Comprehensive income (loss)
Comprehensive income (loss) includes net income (loss) and other comprehensive income (loss), which includes charges or credits to equity that are not the result of transactions with shareholders. Comprehensive income (loss) comprised primarily of cumulative foreign currency translation adjustments, benefit plan obligations and unrealized gains and losses on securities available for sale. The cumulative translation adjustment included in accumulated other comprehensive income (loss) at March 31, 2018 and April 1, 2017 was $0.6 million and $(1.2) million, respectively.
Earnings per share
Basic earnings per share (EPS) is computed by dividing income available to common stockholders by the weighted average number of shares outstanding during the period. Diluted EPS also considers common stock equivalents, such as stock options, stock-settled stock appreciation rights (SARs), employee stock purchase plan (ESPP) shares and restricted stock units, to the extent that they are not antidilutive.
Share-based compensation
The Company recognizes expense related to the fair value of SARs and ESPP using the Black-Scholes model to estimate the fair value of awards on the date of grant. The fair value of time-based and performance-based restricted stock units (RSUs) are measured on the grant date based on the market value of the Company's common stock. The market-based RSUs must achieve the total shareholder return (TSR) measures in order for the awards to vest, and the grant date fair value of the awards is calculated using a Monte Carlo simulation model.

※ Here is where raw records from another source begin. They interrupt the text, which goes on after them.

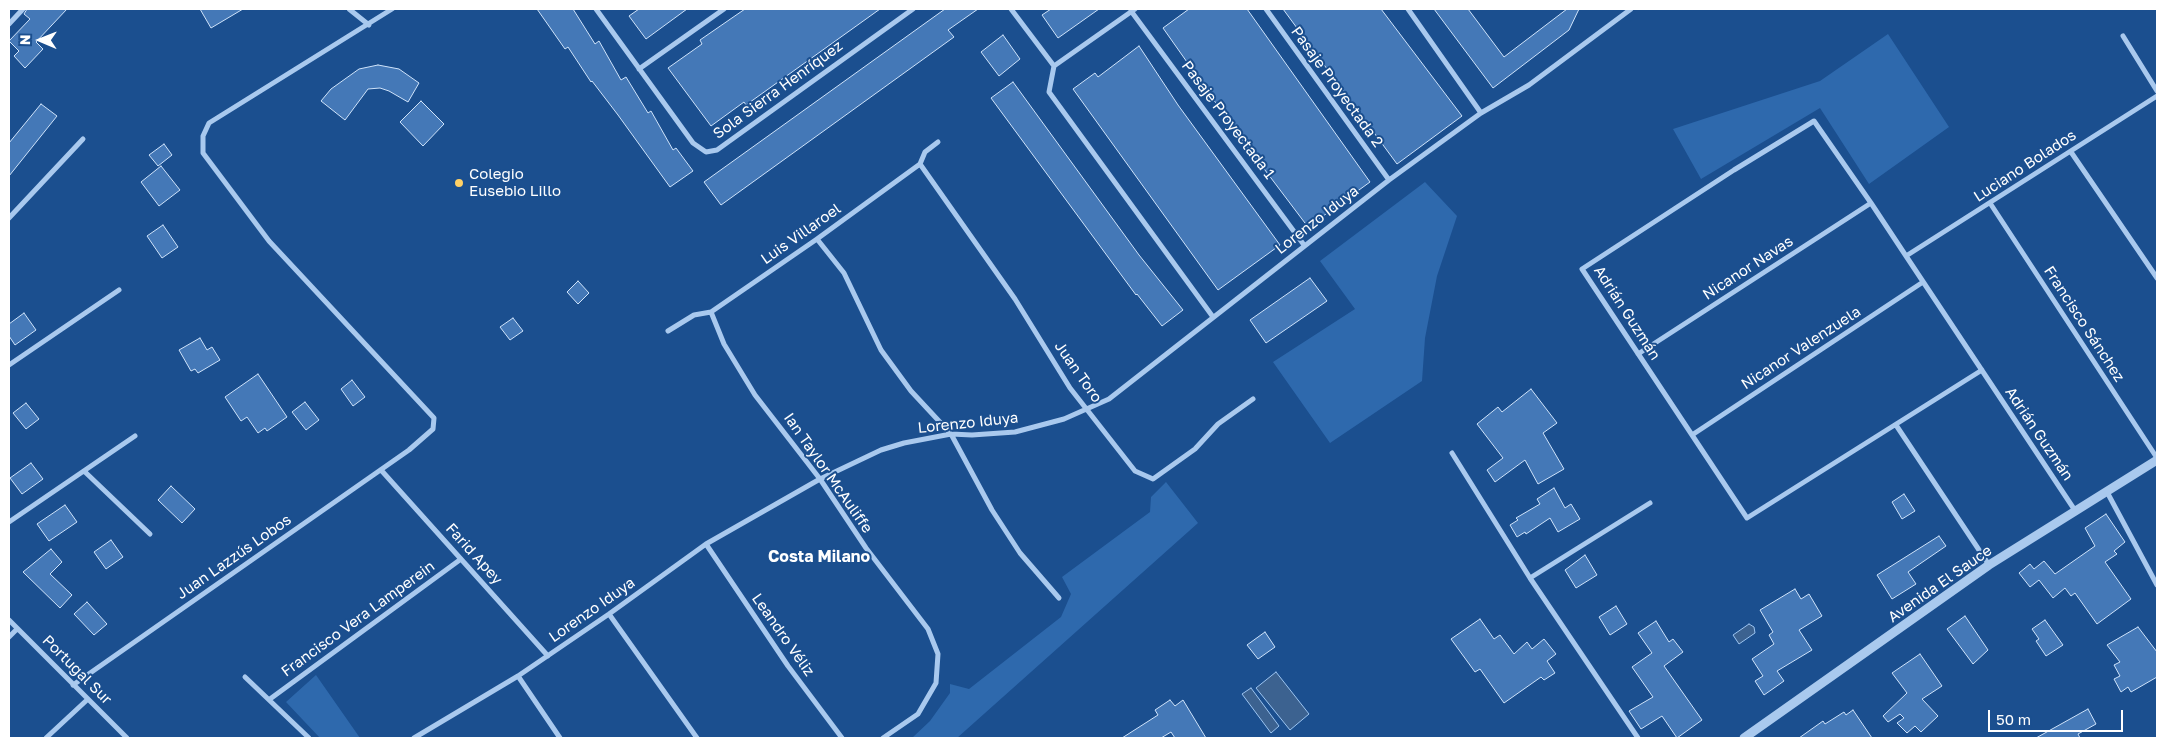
<!DOCTYPE html>
<meta charset="utf-8">
<style>
body{margin:0}
#map{position:relative;width:2166px;height:747px;overflow:hidden;background:#1b4f8f;font-family:"Golos Text",sans-serif}
canvas{display:block}
.frame{position:absolute;inset:0;border:10px solid #fff;pointer-events:none}
.north{position:absolute;left:15px;top:15px;width:50px;height:50px;-webkit-text-stroke:4px #1b4f8f;paint-order:stroke;rotate:271deg;font-size:14px;font-weight:700;line-height:20px;text-align:center;color:#fff}
.north::after{content:'';display:block;margin:auto;width:18px;height:22px;background:#fff;clip-path:polygon(50% 0,100% 100%,50% 72%,0 100%)}
.scale{position:absolute;left:1988px;top:710px;width:135px;height:22px;box-sizing:border-box;border:2px solid #fff;border-top:0;padding-left:6px;font-size:15px;line-height:18px;white-space:nowrap;color:#fff;-webkit-text-stroke:4px #1b4f8f;paint-order:stroke}
</style>
<div id="map">
<canvas width="2166" height="747"></canvas>
<div class="frame"></div>
<div class="north">N</div>
<div class="scale">50 m</div>
</div>
<script>
const g = document.querySelector('canvas').getContext('2d');
g.lineJoin = 'round';
function paint(path, color) { g.fillStyle = color; g.fill(path, 'evenodd'); }
const shape = rows => new Path2D(rows.map(r => 'M' + r).join(''));
function strokePath(path, color, width, dash) { g.strokeStyle = color; g.lineWidth = width; g.lineCap = dash ? 'butt' : 'round'; g.setLineDash(dash || []); g.stroke(path); }
function write(font, color, halo, rows, align = 'center') {
  g.font = font + ' "Golos Text",sans-serif'; g.lineWidth = 4; g.setLineDash([]); g.textBaseline = 'middle'; g.strokeStyle = halo; g.fillStyle = color; for (const [text, x, y, turn = 0] of rows) {
    g.save(); g.translate(x, y); g.rotate((+turn || 0) * Math.PI / 180); g.textAlign = isNaN(turn) ? turn : align; if (halo) g.strokeText(text, 0, 0); g.fillText(text, 0, 0); g.restore();
  }
}
paint(shape([
 [1888,34,1949,127,1869,184,1820,108,1701,179,1673,129,1820,81],
 [1425,182,1457,216,1437,276,1425,338,1422,381,1330,443,1273,362,1355,309,1320,261],
 [1166,482,1198,523,957,738,912,738,930,721,950,693,950,684,969,689,1061,617,1071,594,1062,577,1150,512,1151,497],
 [316,675,360,738,320,738,286,702]
]), '#2e69ad');
const water = shape([
 [1749,624,1754,627,1755,633,1739,644,1733,635,1749,624],
 [1276,672,1309,714,1290,730,1256,688,1276,672],
 [1251,688,1279,726,1271,733,1242,694,1251,688]
]);
paint(water, '#3c6290');
strokePath(water, '#9cc4f0', 1);
const building = shape([
 [27,9,67,9,36,42,43,49,25,68,14,56,19,51,9,41,30,19,24,14,27,9],
 [200,9,243,9,211,28,200,9],
 [537,9,573,9,595,44,599,41,621,80,626,77,648,113,651,111,673,150,676,148,693,171,670,187,618,115,592,81,591,82,568,47,565,49,537,9],
 [639,9,687,9,646,39,629,16,639,9],
 [745,9,880,9,746,105,744,102,711,126,668,68,702,44,700,40,745,9],
 [945,9,978,9,948,30,954,37,721,205,704,182,945,9],
 [1051,9,1099,9,1058,38,1042,15,1051,9],
 [1189,9,1247,9,1370,182,1308,227,1237,133,1163,28,1189,9],
 [1283,9,1381,9,1462,116,1397,164,1283,9],
 [1434,9,1468,9,1504,57,1567,9,1579,9,1569,30,1493,88,1434,9],
 [1003,35,1020,59,999,76,981,52,1003,35],
 [1139,46,1178,105,1280,245,1218,290,1073,89,1095,73,1098,77,1139,46],
 [378,65,399,69,419,83,408,102,389,91,380,88,368,89,345,120,321,101,331,89,359,69,378,65],
 [1013,82,1139,255,1183,310,1162,326,1137,294,1136,295,991,98,1013,82],
 [421,101,444,124,423,146,400,122,421,101],
 [41,104,57,116,9,176,9,143,41,104],
 [164,144,172,155,158,166,149,155,164,144],
 [161,166,180,190,159,206,141,182,161,166],
 [163,225,178,247,162,258,147,236,163,225],
 [1310,278,1327,301,1266,343,1250,320,1310,278],
 [578,281,589,293,578,304,567,292,578,281],
 [24,313,36,330,15,345,9,336,9,324,24,313],
 [513,318,523,331,510,340,500,327,513,318],
 [200,338,207,350,212,347,220,360,198,373,195,369,191,371,179,350,200,338],
 [258,374,287,417,267,431,265,428,258,433,247,417,241,421,225,397,258,374],
 [352,380,365,397,353,406,341,389,352,380],
 [1531,389,1557,423,1543,433,1564,469,1538,484,1525,460,1495,482,1487,470,1503,458,1477,424,1498,407,1502,412,1531,389],
 [305,402,319,420,306,430,292,412,305,402],
 [26,403,39,419,26,429,13,413,26,403],
 [31,463,43,479,22,494,10,478,31,463],
 [171,486,195,509,182,523,158,500,171,486],
 [1554,488,1565,508,1571,504,1580,519,1558,532,1550,518,1526,534,1525,532,1517,537,1510,525,1518,520,1516,518,1540,504,1537,499,1554,488],
 [1904,494,1915,511,1902,519,1892,502,1904,494],
 [65,505,77,522,49,541,37,524,65,505],
 [2106,514,2125,542,2114,551,2117,554,2105,562,2131,599,2097,624,2075,593,2071,596,2065,588,2053,598,2039,580,2030,587,2019,573,2030,564,2034,569,2044,561,2055,574,2095,546,2085,528,2106,514],
 [1939,536,1946,546,1908,572,1916,584,1892,599,1877,575,1939,536],
 [111,540,123,557,106,569,94,552,111,540],
 [51,549,62,562,50,574,72,595,60,608,23,572,51,549],
 [1585,555,1597,575,1576,588,1565,570,1585,555],
 [1795,589,1801,599,1809,594,1822,616,1799,630,1812,650,1777,671,1784,681,1764,695,1755,681,1763,676,1752,659,1774,644,1769,635,1773,632,1760,610,1795,589],
 [87,602,107,624,94,635,74,614,87,602],
 [1616,606,1627,624,1610,635,1599,617,1616,606],
 [1965,616,1988,650,1973,664,1947,629,1965,616],
 [1480,619,1494,639,1500,635,1514,654,1527,642,1532,649,1544,639,1556,654,1547,661,1555,673,1544,680,1541,677,1504,703,1480,669,1475,672,1451,639,1480,619],
 [2045,620,2063,645,2046,656,2036,641,2039,639,2032,629,2045,620],
 [1656,621,1669,642,1673,639,1683,652,1664,666,1702,720,1677,738,1662,716,1641,729,1629,711,1653,697,1632,667,1652,653,1638,633,1656,621],
 [2138,627,2157,652,2157,677,2131,692,2128,687,2121,692,2114,679,2120,676,2114,665,2120,662,2107,645,2138,627],
 [1265,632,1275,647,1258,659,1247,645,1265,632],
 [1920,654,1942,686,1922,699,1938,716,1921,732,1915,726,1907,733,1897,723,1904,718,1900,714,1888,722,1883,716,1907,693,1892,673,1920,654],
 [1170,700,1175,706,1183,700,1206,738,1175,738,1171,732,1161,738,1122,738,1158,715,1155,710,1170,700],
 [2088,709,2096,724,2078,734,2080,738,2036,738,2088,709],
 [1853,710,1872,738,1799,738,1823,721,1825,724,1844,712,1846,715,1853,710]
]);
paint(building, '#4478b7');
strokePath(building, '#cfe3fa', 1);
strokePath(shape([
 [349,9,369,25],
 [596,9,693,143,706,152,717,150,913,9],
 [1011,9,1054,66,1049,92,1213,317],
 [1266,9,1389,180],
 [1408,9,1481,113],
 [1131,11,1304,245],
 [9,24,23,9],
 [2123,36,2157,91],
 [1054,66,1135,9],
 [639,69,724,9],
 [2071,152,2157,278],
 [920,164,1015,299,1070,388,1135,471,1153,479,1195,449,1218,424,1253,399],
 [1990,203,2157,458],
 [9,218,83,139],
 [817,239,844,273,881,350,911,391,951,434,992,510,1020,553,1059,598],
 [1906,256,2157,96],
 [711,312,724,344,755,395,820,479,866,548,928,629,938,654,936,683,918,714,883,738],
 [668,331,694,315,711,312,817,239,920,164,925,152,938,142],
 [1638,354,1871,203],
 [9,365,119,290],
 [1982,370,1747,518,1582,269,1734,170,1814,121,1871,203,1906,256,2076,512],
 [1896,425,1989,565],
 [1692,435,1923,282],
 [1452,453,1530,578,1638,738],
 [381,470,548,656],
 [84,471,150,534],
 [2107,492,2157,585],
 [9,522,135,436],
 [706,544,788,666,842,738],
 [1530,578,1650,503],
 [609,614,697,738],
 [9,620,127,738],
 [9,637,17,629],
 [518,676,560,738],
 [245,677,309,738],
 [73,685,409,450,433,429,434,418,269,241,203,153,203,136,209,123,392,9],
 [270,699,461,559],
 [46,738,88,699],
 [414,738,518,676,609,614,706,544,820,479,881,450,904,443,951,434,972,435,1015,432,1064,419,1109,399,1389,180,1481,113,1529,85,1631,9]
]), '#a9c9ee', 5);
strokePath(shape([
 [1744,738,1989,565,2157,460]
]), '#a9c9ee', 9);
for (const [x, y, r, color] of [
 [459,183,5,"#ffd166"]
]) { const dot = new Path2D(); dot.arc(x, y, r, 0, 2 * Math.PI); g.fillStyle = color; g.fill(dot); strokePath(dot, '#1b4f8f', 2); }
write('15px', '#fff', '#1b4f8f', [
 ["Pasaje Proyectada 2",1337,87,54],
 ["Sola Sierra Henríquez",778,90,-36],
 ["Pasaje Proyectada 1",1228,120,53],
 ["Luciano Bolados",2025,166,-33],
 ["Lorenzo Iduya",1317,220,-38],
 ["Luis Villaroel",801,234,-35],
 ["Nicanor Navas",1748,268,-33],
 ["Adrián Guzmán",1627,313,57],
 ["Francisco Sánchez",2084,324,57],
 ["Nicanor Valenzuela",1801,348,-33],
 ["Juan Toro",1078,372,55],
 ["Lorenzo Iduya",968,423,-6],
 ["Adrián Guzmán",2039,434,56],
 ["Ian Taylor McAuliffe",828,473,55],
 ["Farid Apey",474,554,48],
 ["Juan Lazzús Lobos",234,557,-35],
 ["Avenida El Sauce",1940,584,-35],
 ["Lorenzo Iduya",592,610,-35],
 ["Francisco Vera Lamperein",358,619,-36],
 ["Leandro Véliz",783,635,55],
 ["Portugal Sur",77,670,45]
]);
write('15px', '#fff', '#1b4f8f', [
 ["Colegio",469,174],
 ["Eusebio Lillo",469,191]
], 'left');
write('bold 16px', '#fff', '#1b4f8f', [
 ["Costa Milano",819,557]
]);
</script>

Except performance-based RSUs, the Company recognizes compensation expense for all share-based compensation awards, net of estimated forfeitures, on a straight-line basis over the requisite service period of the award. Expense for performance-based RSUs is recognized based on the probability of achievement of the performance criteria. The compensation cost for market-based RSUs is recognized on a straight-line basis over the related service period, even if the market condition is never satisfied.
Segment reporting
The Company complies with ASC Topic 280 Segment Reporting (ASC Topic 280). ASC Topic 280, which is based on a management approach to segment reporting, establishes requirements to report selected segment information quarterly and to report annually entity-wide disclosures about products, major customers and the geographies in which the entity holds material assets and reports revenue. An operating segment is defined as a component that engages in business activities whose operating results are reviewed by the chief operating decision maker and for which discrete financial information is available. Based on the provisions of ASC Topic 280, the Company has determined that it operates in a single segment. There is no difference between the accounting policies used for the segment compared to those used on a consolidated basis.
Employee benefit plans
The Company has an employee savings plan under the provisions of Section 401(k) of the Internal Revenue Code. During 2018, 2017 and 2016, contributions to the plan by the Company were $0.7 million, $0.8 million and $0.7 million, respectively.
The Company has defined benefit retirement plans at certain of its foreign subsidiaries. The Company accounts for these plans based on the provisions of ASC Topic 715, Compensation-Retirement Benefits.